Tonight home late after a peaceful session in the new studio I chanced upon an interesting blog called Art Found Out via the delightful La Vie est Belle.
both images from La Vie est Belle.
ART FOUND OUT is a fascinating blog "committed to artists who are informed by the world around them or driven by highly personal artistic vision". The statement in the right hand sidebar is most illuminating - comprehensively put together by Scott Rothstein over the last 4 years.
The range of artists presented is extraordinary - the accompanying text excellent - so much so that there is a rich archive here to trawl through and appreciate the diversity of art forms and individual expression.
One artist featured from Cuba is Jose Garcia Montebravo whose work is extensively archived at www.indigoarts.com - a site that contains a vast wealth of artists from many cultural backgrounds.
Montebravo was born in 1953 on the south coast of Cuba, about 4 hours from Havana where he still lives. A prolific artist who has shown many times in Cuba and abroad.
'Infanta con Pez', 2004
From India artist Lalitha Lajmi
images from Saffron Art - site for contemporary Indian Art.
Saffron Art Profile:
Coming from a family involved in the arts, Lalitha Lajmi was very fond of classical dance even as a child. "But we were from a middle class background and my family couldn't afford my joining a classical dance class," recalls Lajmi. She had the urge to paint too, and her uncle, B.B. Benegal, a commercial artist from Kolkata, (where Lajmi grew up), brought her a box of paints. "I am a self taught artist and have received no formal art training," she says. "I began painting seriously in 1961, and in those days one couldn't sell one's work. I had to teach art in school to earn a living."
One of the best watercolorists in India, for Lajmi, nurturing her passion for art and cinema was a constant struggle. Indian films have been the biggest influence on my work, especially the ones made by my brother (Guru Dutt), Satyajit Ray and Raj Kapoor."
Even though she read art books regularly and constantly experimented, Lajmi says, "there was no sense of direction in my work until the late 70's. I felt I had to evolve." By mid-80's, she was doing etchings, oils and watercolors. She held several exhibitions at international art galleries in Paris, London and Holland. In Lajmi's works, one finds a strong autobiographical element. In some of her later works, particularly the ones from late 80's and early 90's, one can find a reflection of hidden tensions that exist between men and women, captured in the different roles they play. Yet, her women are not meek individuals, but assertive and aggressive. "I use the images of Durga or Kali on the top of emaciated men who are kneeling, almost as if they were in the middle of some form of classical corporal punishment," laughs Lajmi.

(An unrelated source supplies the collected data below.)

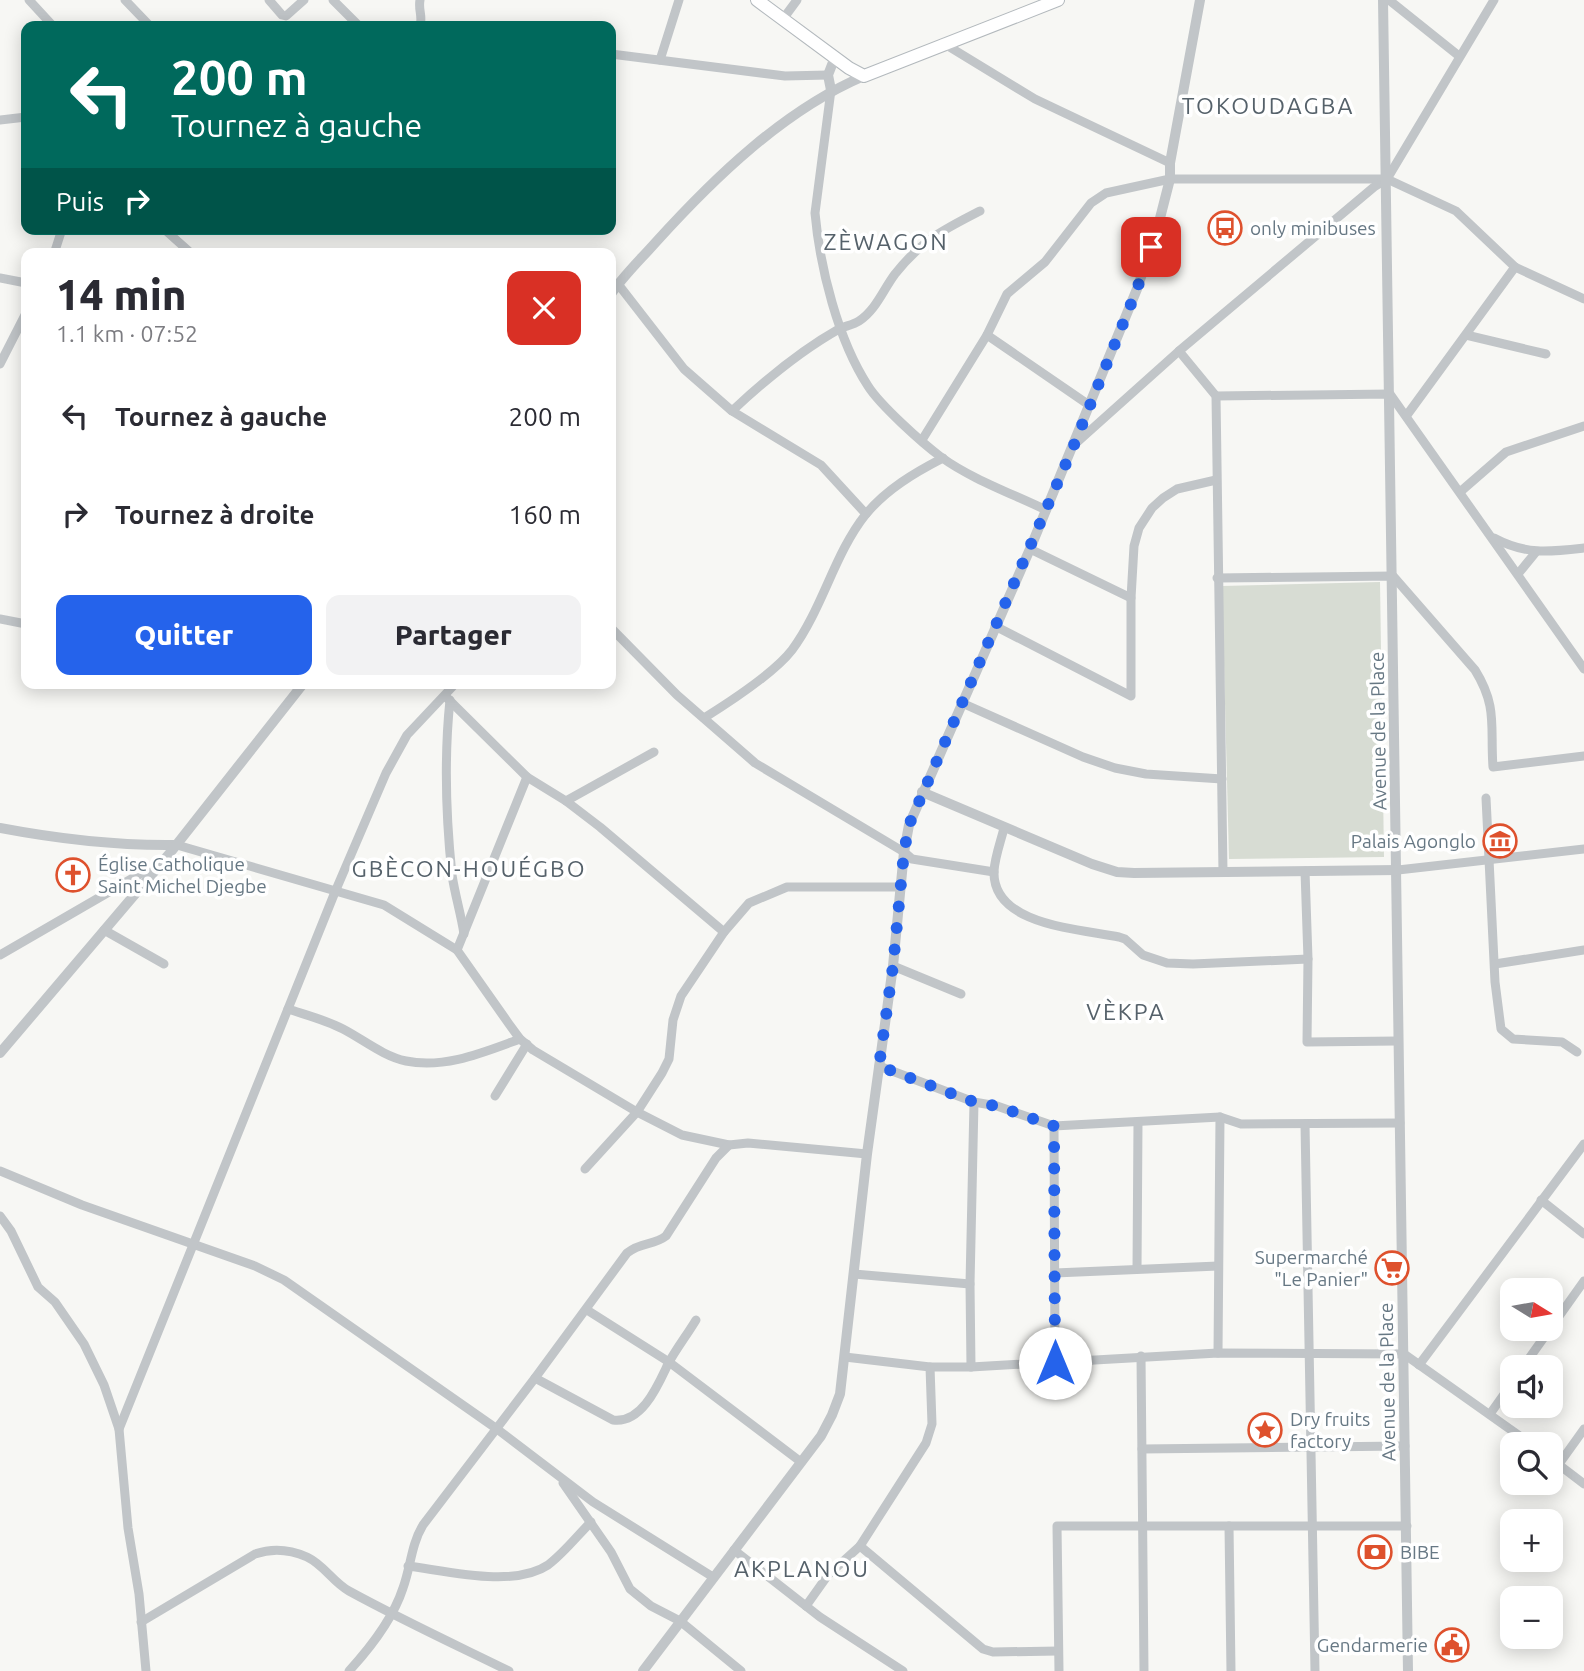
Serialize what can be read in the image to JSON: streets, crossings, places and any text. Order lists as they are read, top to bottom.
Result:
{
  "streets": {
    "street": ["Avenue de la Place"]
  },
  "districts": [
    "TOKOUDAGBA",
    "ZÈWAGON",
    "GBÈCON-HOUÉGBO",
    "VÈKPA",
    "AKPLANOU"
  ],
  "places": {
    "bus stop": ["only minibuses"],
    "museum": ["Palais Agonglo"],
    "church": ["Église Catholique Saint Michel Djegbe"],
    "supermarket": ["Supermarché \"Le Panier\""],
    "place": ["Dry fruits factory"],
    "bank": ["BIBE"],
    "public building": ["Gendarmerie"]
  },
  "north": "right",
  "page": {
    "turn": ["200 m", "Tournez à gauche"],
    "then": "Puis",
    "heading": ["14 min", "1.1 km · 07:52"],
    "list": [
      {
        "name": "Tournez à gauche",
        "value": "200 m"
      },
      {
        "name": "Tournez à droite",
        "value": "160 m"
      }
    ],
    "buttons": ["Quitter", "Partager"],
    "map_buttons": ["+", "−"]
  }
}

Lajmi has also depicted the natural bonding that exists between women, between mother and daughter figures, perhaps drawing from her own relationship with her filmmaker daughter, Kalpana.
And from London.... a most curious one called The Museum of Everything: a space for artists and creators outside modern society.
Go to the museum site and click on 'Some of our artists' ...then on an individual name to read these obscure yet fascinating bios.... I had a look at a number of the artist's brief bios then googled for more info.
One of many featured was Hector Hippolyte: 1894 -1948 - House painter and voodoo priest collected by Andre Breton who created his works with chicken feathers and furniture enamel spread by his own fingers.
Erzulie Auf Einem Delphin
Also at Art Found Out this link to a website: Through the Sketchbook
featuring many artists - click here.
below: From the sketchbooks of Beatrix Potter
From the Victoria and Albert Museum: At the age of 8 Beatrix Potter was already studying and recording the characteristics of a wide variety of animals, birds and insects in a home made sketchbook.